Mesos is a scheduler for sharing cluster resources between multiple services/applications. Using two-level scheduling (application-specific schedulers), its orchestration mechanism can provide scalable, decentralized scheduling.
- Motivation: Share resources among multiple frameworks/services
- Background: OS scheduling: time sharing
- Mechanism: Pre-empt processes
- Policy: Which process is chosen to run
- Background: Cluster scheduling
- Time sharing: Context switches are more expensive
- Space sharing: Partition resources at the same time across jobs
- Policies: Should be aware of locality
- Scale
- Fault tolerance
- Background: Target environment
- Multiple MapReduce versions
- Mix of frameworks: MPI, Spark, MapReduce
- Data sharing across frameworks
- Avoid per-framework clusters (not good for resource utilization)
- Centralized master (& its backups)
- Agent on every machine
- Two-level scheduling: Framework scheduler attached to Mesos
- "Simplicity across frameworks"
- Slave send heartbeats with information on available resources
- Mesos master sends resource offers to frameworks -> Frameworks replies tasks & their granularity
- Constraints
- Example of constraints
- Soft constraints: Prefer to run the task at a particular location (e.g. for data locality)
- Hard constraints: Task needs GPUs
- Constraints in Mesos
- Applications can reject offers
- Optimization: Filters (reduces the number of rejected offers)
- Example of constraints
- Allocation
- Assumption: Tasks are short -> allocate when they finish
- Long tasks: Revocation beyond guaranteed allocation
- E.g., MPI has guaranteed allocation of 8 machines; currently assigned 12 machines; can take away 4 machines
- Isolation
- Containers (Docker/Linux cgroups)
- Node fails -> forward the failure to Hadoop, let them decide what to do
- Master fails -> recover (soft) state by communicating with framework schedulers/workers
- Also has a standby master
- Framework scheduler fails -> Mesos doesn't handle that
- Problem: More frameworks have preferred nodes than available.
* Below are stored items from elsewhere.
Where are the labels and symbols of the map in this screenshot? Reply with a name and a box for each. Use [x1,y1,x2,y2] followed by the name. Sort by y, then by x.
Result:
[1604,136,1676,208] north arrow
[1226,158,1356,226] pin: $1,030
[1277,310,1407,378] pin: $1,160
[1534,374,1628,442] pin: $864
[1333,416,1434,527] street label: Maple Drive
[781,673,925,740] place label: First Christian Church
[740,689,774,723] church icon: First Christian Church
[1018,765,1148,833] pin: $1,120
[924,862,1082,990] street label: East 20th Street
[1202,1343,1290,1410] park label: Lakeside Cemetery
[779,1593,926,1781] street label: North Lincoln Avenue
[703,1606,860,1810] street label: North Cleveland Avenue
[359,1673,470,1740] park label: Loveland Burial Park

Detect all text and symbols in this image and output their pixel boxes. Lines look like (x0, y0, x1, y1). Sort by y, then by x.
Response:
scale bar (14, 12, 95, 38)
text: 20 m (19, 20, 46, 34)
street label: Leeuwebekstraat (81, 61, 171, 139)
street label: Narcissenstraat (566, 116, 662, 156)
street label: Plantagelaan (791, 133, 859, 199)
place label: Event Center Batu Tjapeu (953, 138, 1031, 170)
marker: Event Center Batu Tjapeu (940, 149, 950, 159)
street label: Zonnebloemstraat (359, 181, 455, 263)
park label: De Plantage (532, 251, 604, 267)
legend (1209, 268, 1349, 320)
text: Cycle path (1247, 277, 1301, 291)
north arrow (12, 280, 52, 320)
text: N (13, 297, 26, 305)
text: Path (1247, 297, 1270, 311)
Who gets the offers?
- Lottery scheduling: Offers weighted by num allocations
- Centralized vs. Distributed
- Framework complexity: Every framework developer needs to implement a scheduler
- Fragmentation, starvation: Especially if a job has large resource requirements. Partial workaround: min offer size
- Inter-dependent framework: 2 frameworks cannot be colocated (e.g. due to security, privacy, ...)